Task directions: Based on the listing below, report how many lines contain the word "white". Nothing but the number, please.

Data records:
- - -

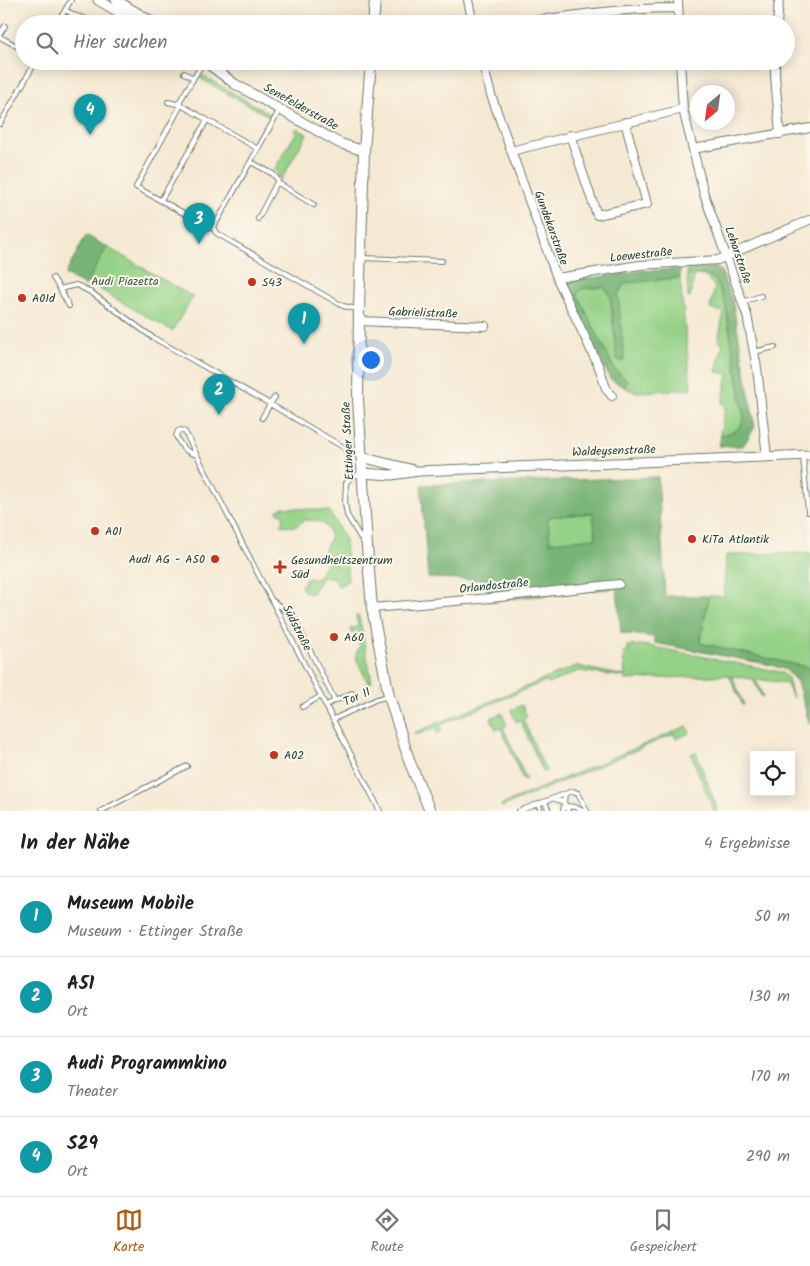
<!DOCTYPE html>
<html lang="de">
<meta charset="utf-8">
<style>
body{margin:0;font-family:Kalam,sans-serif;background:#f2f2f2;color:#222}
.controls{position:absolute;right:15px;bottom:15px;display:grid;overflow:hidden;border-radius:0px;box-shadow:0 2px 12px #0003}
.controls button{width:45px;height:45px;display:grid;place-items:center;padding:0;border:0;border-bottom:1px solid #e0e0e0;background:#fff;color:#222;font:25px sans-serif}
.compass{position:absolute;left:690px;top:85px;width:45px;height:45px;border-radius:50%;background:#fff;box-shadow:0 2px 12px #0003;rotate:209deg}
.you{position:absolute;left:370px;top:359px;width:18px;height:18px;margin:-12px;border:4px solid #fff;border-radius:50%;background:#1a73e8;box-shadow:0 0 0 8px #1a73e833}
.badge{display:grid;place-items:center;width:32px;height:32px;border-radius:50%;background:#b45309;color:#fff;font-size:16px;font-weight:700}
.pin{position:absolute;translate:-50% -41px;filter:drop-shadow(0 1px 2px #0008)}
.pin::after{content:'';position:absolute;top:26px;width:18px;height:15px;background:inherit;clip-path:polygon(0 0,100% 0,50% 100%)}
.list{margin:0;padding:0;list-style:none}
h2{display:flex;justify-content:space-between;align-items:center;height:65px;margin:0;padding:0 20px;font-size:21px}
h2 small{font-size:16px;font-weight:400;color:#767676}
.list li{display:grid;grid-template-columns:32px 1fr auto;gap:15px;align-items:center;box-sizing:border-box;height:80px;padding:0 20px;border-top:1px solid #e0e0e0}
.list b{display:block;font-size:19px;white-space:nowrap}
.list p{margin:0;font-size:16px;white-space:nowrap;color:#767676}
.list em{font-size:16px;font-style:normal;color:#767676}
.icon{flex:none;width:28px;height:28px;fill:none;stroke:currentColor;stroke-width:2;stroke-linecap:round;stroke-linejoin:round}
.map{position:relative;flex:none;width:810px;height:811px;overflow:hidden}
.search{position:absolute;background:#fff;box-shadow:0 2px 12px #0003;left:15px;right:15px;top:15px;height:55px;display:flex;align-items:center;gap:12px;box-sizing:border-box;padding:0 18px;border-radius:28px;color:#767676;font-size:19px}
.sheet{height:385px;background:#fff}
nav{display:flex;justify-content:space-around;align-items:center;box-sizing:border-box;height:70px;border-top:1px solid #e0e0e0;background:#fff;font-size:14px;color:#767676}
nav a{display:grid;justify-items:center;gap:2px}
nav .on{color:#b45309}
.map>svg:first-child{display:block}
</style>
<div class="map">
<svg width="810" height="811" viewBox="0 0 810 811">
<rect width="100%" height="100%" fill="#fbf7ec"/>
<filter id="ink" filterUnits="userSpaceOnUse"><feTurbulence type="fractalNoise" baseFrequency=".02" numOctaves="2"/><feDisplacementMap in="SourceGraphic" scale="10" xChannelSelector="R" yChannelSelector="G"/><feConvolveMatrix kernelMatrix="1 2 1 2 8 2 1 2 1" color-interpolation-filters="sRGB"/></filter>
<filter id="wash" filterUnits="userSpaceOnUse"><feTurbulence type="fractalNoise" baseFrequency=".0096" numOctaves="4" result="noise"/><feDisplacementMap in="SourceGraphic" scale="20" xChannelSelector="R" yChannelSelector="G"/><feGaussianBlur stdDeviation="1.12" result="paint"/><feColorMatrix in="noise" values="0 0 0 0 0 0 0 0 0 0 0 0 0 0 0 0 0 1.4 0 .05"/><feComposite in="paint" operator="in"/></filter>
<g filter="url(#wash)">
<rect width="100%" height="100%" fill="#f5e9d3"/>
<!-- green -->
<path fill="#95d287" stroke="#5a885e" d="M202,75L270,114L272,115L270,117L201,79Z
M297,128L307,134L281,180L275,169L296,133L294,132Z
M107,247L193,297L172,331L87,282Z
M704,274L716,280L725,303L744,418C741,430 733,433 721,435L720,434L726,405L722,404L728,374L716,372L723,343L718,341L724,312L710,309L715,287L706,277L696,275L694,277L690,298H688L687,275Z
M680,278L691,389L635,392L624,387L628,381L615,370L577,294L580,289L604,287L610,294L617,359L622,362L624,360L618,294L625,283Z
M283,507L329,511L345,540L348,581L338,586L332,577H322L312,593H306L301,587L307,578L316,579L326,564L322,555L331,536C323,520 322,521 304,520L295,527L281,525L284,516L276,511Z
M593,513L596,538L550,543L548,517Z
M810,553V668L700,643L709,596H724L726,555Z
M356,616H359L372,682L368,683L355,656L360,646L351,631V628L358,627Z
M643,645L781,672L788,678L793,698L786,683L756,679L763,697L762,698L753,679L732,676L744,705L743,706L729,675L625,680V677L579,671L548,684L546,681L440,725L442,731L437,733L434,728L419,734L414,733L576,666L625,676L623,652H628L627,646Z
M522,705L527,717L523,719L546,771L543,772L520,720L516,722L511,710Z
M502,713L507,725L503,727L526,779L523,780L501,728L496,730L491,718Z
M687,726L690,733L676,739L674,734L502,807L501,805Z
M696,752L718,811H714L691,754Z"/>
<!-- forest -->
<path fill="#78b474" stroke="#4c7854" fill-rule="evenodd" d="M86,235L107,247L85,286L65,275Z
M715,267L721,271L732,299L755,427L743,446H719L721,435C733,433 741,430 744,418L725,303L716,280L704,274L687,275V269Z
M680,269V278L625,283L618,294L624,360L622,362L617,359L610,294L603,287L581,289L577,294L615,370L628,381L624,387L610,379L567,288L570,281L641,271Z
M658,477L665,596H709L700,643L810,668V725L797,682L786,670L772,665L655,643L654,637L621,633L617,588L488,601L486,580L428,578L421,485ZM593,513L596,538L550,542L548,517Z"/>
</g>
<g filter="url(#ink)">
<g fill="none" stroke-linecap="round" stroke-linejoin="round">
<!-- service casing -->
<g stroke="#6a796c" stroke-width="6">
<path id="service" d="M65,10L76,16L97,22
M57,24L71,0
M248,24L250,20
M0,34L5,26
M0,37L24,50
M221,72L227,61
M184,73L193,78
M168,102L181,105L258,149
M178,104L204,61
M181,105L136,187L211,228L215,225L279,111
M0,124L36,61
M251,162L273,174L278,180L258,219
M278,183L314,205
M161,200L207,120
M213,227L216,233L343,306L357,309
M362,258L442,261
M53,278L60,289L76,285L81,287L92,293L152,337L270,404L275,397
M60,289L69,306
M742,302L761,296
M754,352L775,347
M262,418L270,404L360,457
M197,455C185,452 181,447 176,436L178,431L181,430L185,432L380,811
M803,456L808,512
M362,473L350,478L346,483L345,503L347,515L363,542
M273,601L293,616L335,701
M326,705L352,693
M302,707L321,696
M334,719L377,699L389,696
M555,799L564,802L568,811
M545,802L549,811
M538,804L541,811
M567,806L575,807L583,811
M101,811L187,766
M519,811L573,791L578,793L587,811
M563,811L565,794"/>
</g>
<!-- minor casing -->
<g stroke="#6a796c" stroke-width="10">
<path id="minor" d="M468,0L473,24
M678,0L679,24
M512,24C567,16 622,8 678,8
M777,24L779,0
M482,61L491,95L557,278L599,367L606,388L612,396
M680,61L683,109L704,194L747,315L757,368L767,457
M775,61V76L780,134
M570,135L597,215L647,204L625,122
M693,149L810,128
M511,151L683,109
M557,278L640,265L718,260L809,220
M359,321L485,326
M372,608L491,598L619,584"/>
</g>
<!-- tertiary casing -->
<g stroke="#6a796c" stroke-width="11">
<path id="tertiary" d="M98,0L139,24
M116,0L156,24
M204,61L235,84L339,143L364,151
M361,457L414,470
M362,473L391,475L419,471L810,455"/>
</g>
<!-- secondary casing -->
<g stroke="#6a796c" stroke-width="12">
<path id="secondary" d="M373,24L375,0
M371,61L364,151L359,309L358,399L367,547L372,608L389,696L410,763L430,811"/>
</g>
<!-- service -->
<use href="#service" stroke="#fff" stroke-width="4"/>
<!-- minor -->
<use href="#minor" stroke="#fff" stroke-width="8"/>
<!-- tertiary -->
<use href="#tertiary" stroke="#fff" stroke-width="9"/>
<!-- secondary -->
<use href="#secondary" stroke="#fff" stroke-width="10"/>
</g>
</g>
<!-- markers -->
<g fill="#c8321e" stroke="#fbf7ec" stroke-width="2">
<circle cx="252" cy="282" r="5"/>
<circle cx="22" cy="298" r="5"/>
<circle cx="95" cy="531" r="5"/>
<circle cx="692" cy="539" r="5"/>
<circle cx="215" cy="559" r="5"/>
<path d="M277.5 559.5h5v5h5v5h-5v5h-5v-5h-5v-5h5z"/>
<circle cx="334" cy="637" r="5"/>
<circle cx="274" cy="755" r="5"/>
</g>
<g text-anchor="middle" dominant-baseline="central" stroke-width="4" stroke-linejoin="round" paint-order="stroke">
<!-- street labels -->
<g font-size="12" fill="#1f3d34" stroke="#fbf7ec">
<text transform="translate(301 107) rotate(29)">Senefelderstraße</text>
<text transform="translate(551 228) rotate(70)">Gundekarstraße</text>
<text transform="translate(641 255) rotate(-6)">Loewestraße</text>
<text transform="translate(738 255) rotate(71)">Leharstraße</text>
<text transform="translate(423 313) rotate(2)">Gabrielistraße</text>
<text transform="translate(348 441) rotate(-93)">Ettinger Straße</text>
<text transform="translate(614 451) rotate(-2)">Waldeysenstraße</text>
<text transform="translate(494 586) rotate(-6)">Orlandostraße</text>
<text transform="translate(297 628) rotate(63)">Südstraße</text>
<text transform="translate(357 697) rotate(-24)">Tor 11</text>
</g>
<!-- park labels -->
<g font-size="12" fill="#375b45" stroke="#fbf7ec">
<text x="125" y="281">Audi Piazetta</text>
</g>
<!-- poi labels -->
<g font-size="12" fill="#1f3d34" stroke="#fbf7ec" text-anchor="start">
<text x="262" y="282">S43</text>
<text x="32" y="298">A01d</text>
<text x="105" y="531">A01</text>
<text x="702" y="539">KiTa Atlantik</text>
<text x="205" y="559" text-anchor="end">Audi AG - A50</text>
<text x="291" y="560">Gesundheitszentrum<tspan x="291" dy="14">Süd</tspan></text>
<text x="344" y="637">A60</text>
<text x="284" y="755">A02</text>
</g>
</g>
</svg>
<div class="controls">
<button><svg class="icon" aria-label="locate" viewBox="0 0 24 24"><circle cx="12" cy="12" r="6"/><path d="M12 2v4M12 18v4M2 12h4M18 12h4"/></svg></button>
</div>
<svg class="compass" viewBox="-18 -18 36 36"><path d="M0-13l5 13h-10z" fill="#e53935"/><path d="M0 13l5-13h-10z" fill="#767676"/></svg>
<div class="you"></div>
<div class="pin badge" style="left:304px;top:344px;background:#0f9aa8">1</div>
<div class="pin badge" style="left:219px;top:415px;background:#0f9aa8">2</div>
<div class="pin badge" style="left:199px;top:244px;background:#0f9aa8">3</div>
<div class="pin badge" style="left:90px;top:135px;background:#0f9aa8">4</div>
<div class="search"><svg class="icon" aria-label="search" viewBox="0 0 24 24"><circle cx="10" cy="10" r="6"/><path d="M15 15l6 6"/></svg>Hier suchen</div>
</div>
<section class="sheet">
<h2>In der Nähe<small>4 Ergebnisse</small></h2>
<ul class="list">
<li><span class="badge" style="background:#0f9aa8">1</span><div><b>Museum Mobile</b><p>Museum · Ettinger Straße</p></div><em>50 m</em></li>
<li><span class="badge" style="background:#0f9aa8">2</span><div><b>A51</b><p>Ort</p></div><em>130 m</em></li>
<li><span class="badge" style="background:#0f9aa8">3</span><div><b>Audi Programmkino</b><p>Theater</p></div><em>170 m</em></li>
<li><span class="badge" style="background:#0f9aa8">4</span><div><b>S29</b><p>Ort</p></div><em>290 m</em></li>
</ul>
</section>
<nav>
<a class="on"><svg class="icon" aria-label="map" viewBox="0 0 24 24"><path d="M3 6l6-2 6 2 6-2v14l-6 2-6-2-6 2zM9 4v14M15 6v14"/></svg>Karte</a>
<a><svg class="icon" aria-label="directions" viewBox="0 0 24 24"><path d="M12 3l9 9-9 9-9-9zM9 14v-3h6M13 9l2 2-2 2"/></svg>Route</a>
<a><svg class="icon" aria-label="saved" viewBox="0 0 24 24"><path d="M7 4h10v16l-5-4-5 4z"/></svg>Gespeichert</a>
</nav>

- - -

Solution for this task: 2